DMP: Predicting Productivity Levels Based on Coffee Consumption
Creators
Description
Context and Methodology
This dataset is used within a data science project focused on exploring the relationship between coffee consumption and productivity levels. The project is part of a course-based exercise in data stewardship and machine learning.
The primary purpose of the dataset is to:
- Train a machine learning model that predicts a binary productivity variable
- Demonstrate how correlations in data can be misleading (spurious correlation scenario)
- Provide a reproducible ML pipeline including preprocessing, feature engineering, and evaluation
The dataset is not created from scratch but reused from an existing open data source, specifically the European Health Interview Survey (EHIS), accessed via the European Data Portal .
Dataset creation process:
- Original data collected by EHIS through standardized health surveys across European countries
- Dataset downloaded in tabular format (e.g., CSV)
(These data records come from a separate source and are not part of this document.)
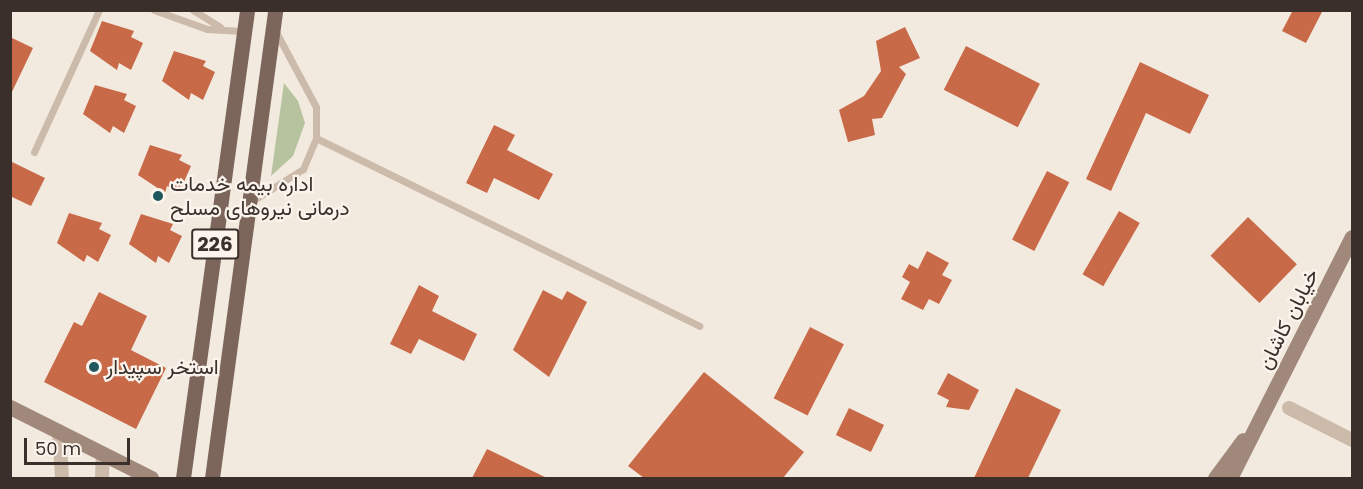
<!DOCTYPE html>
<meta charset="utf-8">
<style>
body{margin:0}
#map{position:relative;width:1363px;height:489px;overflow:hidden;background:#f3eadf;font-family:Poppins,Vazirmatn,sans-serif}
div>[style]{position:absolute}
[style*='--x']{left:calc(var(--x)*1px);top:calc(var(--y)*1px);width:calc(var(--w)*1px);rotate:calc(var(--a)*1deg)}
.green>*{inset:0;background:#b6c39e}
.building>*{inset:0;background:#c86948;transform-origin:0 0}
.lane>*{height:7px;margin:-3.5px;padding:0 3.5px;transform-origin:3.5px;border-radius:3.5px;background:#ccbaaa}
.street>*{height:14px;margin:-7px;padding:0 7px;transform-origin:7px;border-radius:7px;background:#ccbaaa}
.secondary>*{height:15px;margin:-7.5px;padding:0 7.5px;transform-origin:7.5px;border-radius:7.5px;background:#a0897b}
.primary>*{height:15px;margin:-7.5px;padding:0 7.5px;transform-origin:7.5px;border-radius:7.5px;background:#7c665b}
.dots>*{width:16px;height:16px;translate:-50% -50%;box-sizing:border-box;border:3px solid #fbf4ec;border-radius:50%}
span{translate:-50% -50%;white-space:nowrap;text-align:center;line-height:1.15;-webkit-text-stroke:4.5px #fbf4ec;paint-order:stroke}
.shield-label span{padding:2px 4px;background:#fbf4ec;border:2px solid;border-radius:4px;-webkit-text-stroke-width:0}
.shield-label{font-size:20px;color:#3a2f2a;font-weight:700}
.poi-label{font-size:21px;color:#3a2f2a}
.left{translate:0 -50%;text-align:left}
.street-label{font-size:21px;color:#3a2f2a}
.frame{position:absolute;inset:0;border:12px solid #3a2f2a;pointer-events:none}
.scale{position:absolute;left:24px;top:438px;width:106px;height:27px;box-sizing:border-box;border:3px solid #3a2f2a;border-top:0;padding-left:8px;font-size:18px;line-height:21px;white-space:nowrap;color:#3a2f2a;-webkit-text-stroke:4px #fbf4ec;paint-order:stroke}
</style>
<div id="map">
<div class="green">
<i style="clip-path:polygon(284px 83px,298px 101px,305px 123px,293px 156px,271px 176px)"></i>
</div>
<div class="building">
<i style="clip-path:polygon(1293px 10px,1323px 10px,1306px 43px,1282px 31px)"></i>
<i style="clip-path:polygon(102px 21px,134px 31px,131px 37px,143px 43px,131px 70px,119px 63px,117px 70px,90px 51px)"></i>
<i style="clip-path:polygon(905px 27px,920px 58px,899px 67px,906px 74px,882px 118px,872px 119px,875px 135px,848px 142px,839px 110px,864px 96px,881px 71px,876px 41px)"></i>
<i style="clip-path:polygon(10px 37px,33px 48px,10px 96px)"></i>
<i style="left:966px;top:46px;width:83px;height:49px;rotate:27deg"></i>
<i style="clip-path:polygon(174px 51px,206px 61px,203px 66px,215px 72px,203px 100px,191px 93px,189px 100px,162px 81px)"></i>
<i style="clip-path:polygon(1140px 62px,1209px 95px,1190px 134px,1146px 113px,1111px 191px,1086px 179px)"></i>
<i style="clip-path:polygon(95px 85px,127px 94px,124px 100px,136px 106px,124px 133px,113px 126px,110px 133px,83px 114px)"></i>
<i style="clip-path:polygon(494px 125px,515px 135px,507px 150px,553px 174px,539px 200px,494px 178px,487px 193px,466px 183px)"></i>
<i style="clip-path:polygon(150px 145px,182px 155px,179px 160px,191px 166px,179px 193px,167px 186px,165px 193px,138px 175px)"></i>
<i style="clip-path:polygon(10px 161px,45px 178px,31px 206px,10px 196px)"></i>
<i style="left:1047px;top:171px;width:25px;height:77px;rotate:27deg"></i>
<i style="left:1119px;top:211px;width:24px;height:73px;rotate:30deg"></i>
<i style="clip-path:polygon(69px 213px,102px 223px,99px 229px,111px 235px,98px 262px,87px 255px,84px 262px,57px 243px)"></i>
<i style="clip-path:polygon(141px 214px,173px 224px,170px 230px,182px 236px,169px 263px,158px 256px,156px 263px,129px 244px)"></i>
<i style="left:1248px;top:217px;width:68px;height:54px;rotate:44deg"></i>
<i style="clip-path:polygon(927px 251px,949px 263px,942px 275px,952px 280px,939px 304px,929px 299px,923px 310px,901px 299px,910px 282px,902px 277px,909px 264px,918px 269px)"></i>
<i style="clip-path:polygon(419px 285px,439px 296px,432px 311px,477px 334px,464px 361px,419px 339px,411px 354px,390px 344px)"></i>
<i style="clip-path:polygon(543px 290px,562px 300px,567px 291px,587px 302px,549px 377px,513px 350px)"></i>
<i style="clip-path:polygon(99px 292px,147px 316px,131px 350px,166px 368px,136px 429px,44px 382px,74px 322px,82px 326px)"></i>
<i style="left:810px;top:327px;width:38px;height:80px;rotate:27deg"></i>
<i style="clip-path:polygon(704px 372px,804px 452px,783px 478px,644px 478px,628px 466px)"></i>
<i style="clip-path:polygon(948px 373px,979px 390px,969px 410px,946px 407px,949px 400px,937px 394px)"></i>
<i style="clip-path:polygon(1016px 388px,1061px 410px,1028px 478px,974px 478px)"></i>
<i style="left:849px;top:408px;width:39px;height:30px;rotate:26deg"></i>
<i style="clip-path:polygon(487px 449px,547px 478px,472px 478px)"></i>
</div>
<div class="lane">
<i style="--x:154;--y:10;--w:56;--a:19.7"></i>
<i style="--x:207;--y:29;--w:36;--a:3"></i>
<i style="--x:193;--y:10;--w:32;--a:32"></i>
<i style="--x:316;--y:138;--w:427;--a:26.1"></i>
<i style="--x:34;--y:152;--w:156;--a:-65.4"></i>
<i style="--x:249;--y:203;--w:64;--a:-32.2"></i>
<i style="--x:303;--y:169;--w:34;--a:-67"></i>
<i style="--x:316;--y:138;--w:31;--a:-90"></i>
<i style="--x:316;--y:107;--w:85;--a:-118.1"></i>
</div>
<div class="street">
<i style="--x:1289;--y:408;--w:71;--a:26.9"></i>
<i style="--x:59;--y:431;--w:47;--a:86.3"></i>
<i style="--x:102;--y:478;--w:24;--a:-88"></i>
</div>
<div class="secondary">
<i style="--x:10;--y:407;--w:158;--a:26.7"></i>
<i style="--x:1215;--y:478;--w:47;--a:-53.6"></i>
<i style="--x:1230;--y:478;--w:270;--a:-63.2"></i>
</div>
<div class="primary">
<i style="--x:183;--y:478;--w:472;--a:-82.2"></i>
<i style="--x:212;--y:478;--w:472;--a:-82.3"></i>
</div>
<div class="dots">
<i style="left:158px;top:196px;background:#1e575c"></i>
<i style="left:94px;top:367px;background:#1e575c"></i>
</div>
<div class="shield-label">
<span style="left:215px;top:244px">226</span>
</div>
<div class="poi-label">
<span class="left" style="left:170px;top:196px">اداره بیمه خدمات<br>درمانی نیروهای مسلح</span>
<span class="left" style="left:106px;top:367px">استخر سپیدار</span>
</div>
<div class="street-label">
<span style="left:1288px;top:319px;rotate:-63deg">خیابان کاشان</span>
</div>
<div class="frame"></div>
<div class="scale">50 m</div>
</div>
- Preprocessing steps applied:
- Removal of irrelevant or missing values
- Selection of relevant features (coffee consumption, sleep, working hours)
- Encoding and normalization of variables
- Feature engineering:
- Creation of a derived variable “Productivity” based on working hours and sleep duration
- Final dataset prepared for machine learning tasks
All steps are documented to ensure reproducibility.
Technical Details
Dataset structure and organization
The dataset is organized into a simple and reproducible project structure:
│
├── data/
│ ├── raw_data.csv
│ └── processed_data.csv
│
├── notebooks/
│ └── analysis.ipynb
│
├── outputs/
│ ├── histograms.png
│ ├── confusion_matrix.png
│ └── predictions.csv
│
├── docs/
│ ├── use_case.pdf
│ └── DMP.pdf
Naming conventions:
- Files use descriptive, lowercase names with underscores
- Processed files clearly distinguished from raw data
- Outputs named according to content (e.g.,
confusion_matrix.png)
Software requirements
To access and use the dataset, the following tools are required:
- Python (version 3.x recommended)
- Jupyter Notebook or JupyterLab
- Libraries:
- pandas
- numpy
- scikit-learn
- matplotlib
For basic access:
- CSV files can be opened with Excel or any spreadsheet software
Additional resources
The dataset is supported by the following materials:
- Jupyter Notebook containing:
- data preprocessing
- feature engineering
- model training and evaluation
- Code comments explaining each step
- Use case description document
- Data Management Plan (DMP)
The original dataset source is publicly available via the European Data Portal and should be referenced when reusing the data .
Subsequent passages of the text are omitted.